■ WORK TO BE COMPLETED
With no words added or dropped, transcribe the listing that follows.

/---

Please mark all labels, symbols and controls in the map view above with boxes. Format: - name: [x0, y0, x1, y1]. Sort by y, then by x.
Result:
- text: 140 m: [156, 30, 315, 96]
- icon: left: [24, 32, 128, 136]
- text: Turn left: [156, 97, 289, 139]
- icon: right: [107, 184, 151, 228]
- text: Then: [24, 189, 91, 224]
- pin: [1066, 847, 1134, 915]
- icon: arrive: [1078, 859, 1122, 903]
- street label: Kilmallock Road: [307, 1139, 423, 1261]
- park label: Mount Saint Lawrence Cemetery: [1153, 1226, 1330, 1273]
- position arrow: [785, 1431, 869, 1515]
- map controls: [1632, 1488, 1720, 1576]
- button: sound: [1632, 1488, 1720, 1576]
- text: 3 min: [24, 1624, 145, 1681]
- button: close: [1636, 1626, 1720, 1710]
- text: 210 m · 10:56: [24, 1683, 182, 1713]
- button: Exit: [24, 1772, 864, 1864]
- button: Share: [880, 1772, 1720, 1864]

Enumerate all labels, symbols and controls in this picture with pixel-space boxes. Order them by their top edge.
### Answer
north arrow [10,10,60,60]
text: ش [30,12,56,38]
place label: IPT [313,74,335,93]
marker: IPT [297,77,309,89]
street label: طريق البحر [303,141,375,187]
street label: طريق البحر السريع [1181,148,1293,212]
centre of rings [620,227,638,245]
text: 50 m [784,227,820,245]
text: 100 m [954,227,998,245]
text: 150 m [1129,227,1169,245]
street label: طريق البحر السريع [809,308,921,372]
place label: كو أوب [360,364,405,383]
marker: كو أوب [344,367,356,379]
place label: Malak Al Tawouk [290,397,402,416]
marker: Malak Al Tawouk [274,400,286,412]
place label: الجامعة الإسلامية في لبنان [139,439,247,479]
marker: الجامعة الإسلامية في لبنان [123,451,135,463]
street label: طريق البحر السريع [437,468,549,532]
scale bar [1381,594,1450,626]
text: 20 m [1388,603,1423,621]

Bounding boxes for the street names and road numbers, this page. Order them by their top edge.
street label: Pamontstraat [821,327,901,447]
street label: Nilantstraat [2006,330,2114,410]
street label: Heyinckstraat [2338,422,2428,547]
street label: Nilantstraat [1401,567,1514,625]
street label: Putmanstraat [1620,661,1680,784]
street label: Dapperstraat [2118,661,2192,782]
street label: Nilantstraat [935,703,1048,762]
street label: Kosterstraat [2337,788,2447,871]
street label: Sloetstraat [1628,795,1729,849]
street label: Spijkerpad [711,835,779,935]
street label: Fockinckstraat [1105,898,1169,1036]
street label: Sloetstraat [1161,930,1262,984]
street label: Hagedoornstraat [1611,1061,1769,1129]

\---

■ OUTPUT OF THE TASK
Please mark all labels, symbols and controls in the map view above with boxes. Format: - name: [x0, y0, x1, y1]. Sort by y, then by x.
Result:
- text: 140 m: [156, 30, 315, 96]
- icon: left: [24, 32, 128, 136]
- text: Turn left: [156, 97, 289, 139]
- icon: right: [107, 184, 151, 228]
- text: Then: [24, 189, 91, 224]
- pin: [1066, 847, 1134, 915]
- icon: arrive: [1078, 859, 1122, 903]
- street label: Kilmallock Road: [307, 1139, 423, 1261]
- park label: Mount Saint Lawrence Cemetery: [1153, 1226, 1330, 1273]
- position arrow: [785, 1431, 869, 1515]
- map controls: [1632, 1488, 1720, 1576]
- button: sound: [1632, 1488, 1720, 1576]
- text: 3 min: [24, 1624, 145, 1681]
- button: close: [1636, 1626, 1720, 1710]
- text: 210 m · 10:56: [24, 1683, 182, 1713]
- button: Exit: [24, 1772, 864, 1864]
- button: Share: [880, 1772, 1720, 1864]

Enumerate all labels, symbols and controls in this picture with pixel-space boxes. Order them by their top edge.
### Answer
north arrow [10,10,60,60]
text: ش [30,12,56,38]
place label: IPT [313,74,335,93]
marker: IPT [297,77,309,89]
street label: طريق البحر [303,141,375,187]
street label: طريق البحر السريع [1181,148,1293,212]
centre of rings [620,227,638,245]
text: 50 m [784,227,820,245]
text: 100 m [954,227,998,245]
text: 150 m [1129,227,1169,245]
street label: طريق البحر السريع [809,308,921,372]
place label: كو أوب [360,364,405,383]
marker: كو أوب [344,367,356,379]
place label: Malak Al Tawouk [290,397,402,416]
marker: Malak Al Tawouk [274,400,286,412]
place label: الجامعة الإسلامية في لبنان [139,439,247,479]
marker: الجامعة الإسلامية في لبنان [123,451,135,463]
street label: طريق البحر السريع [437,468,549,532]
scale bar [1381,594,1450,626]
text: 20 m [1388,603,1423,621]

Bounding boxes for the street names and road numbers, this page. Order them by their top edge.
street label: Pamontstraat [821,327,901,447]
street label: Nilantstraat [2006,330,2114,410]
street label: Heyinckstraat [2338,422,2428,547]
street label: Nilantstraat [1401,567,1514,625]
street label: Putmanstraat [1620,661,1680,784]
street label: Dapperstraat [2118,661,2192,782]
street label: Nilantstraat [935,703,1048,762]
street label: Kosterstraat [2337,788,2447,871]
street label: Sloetstraat [1628,795,1729,849]
street label: Spijkerpad [711,835,779,935]
street label: Fockinckstraat [1105,898,1169,1036]
street label: Sloetstraat [1161,930,1262,984]
street label: Hagedoornstraat [1611,1061,1769,1129]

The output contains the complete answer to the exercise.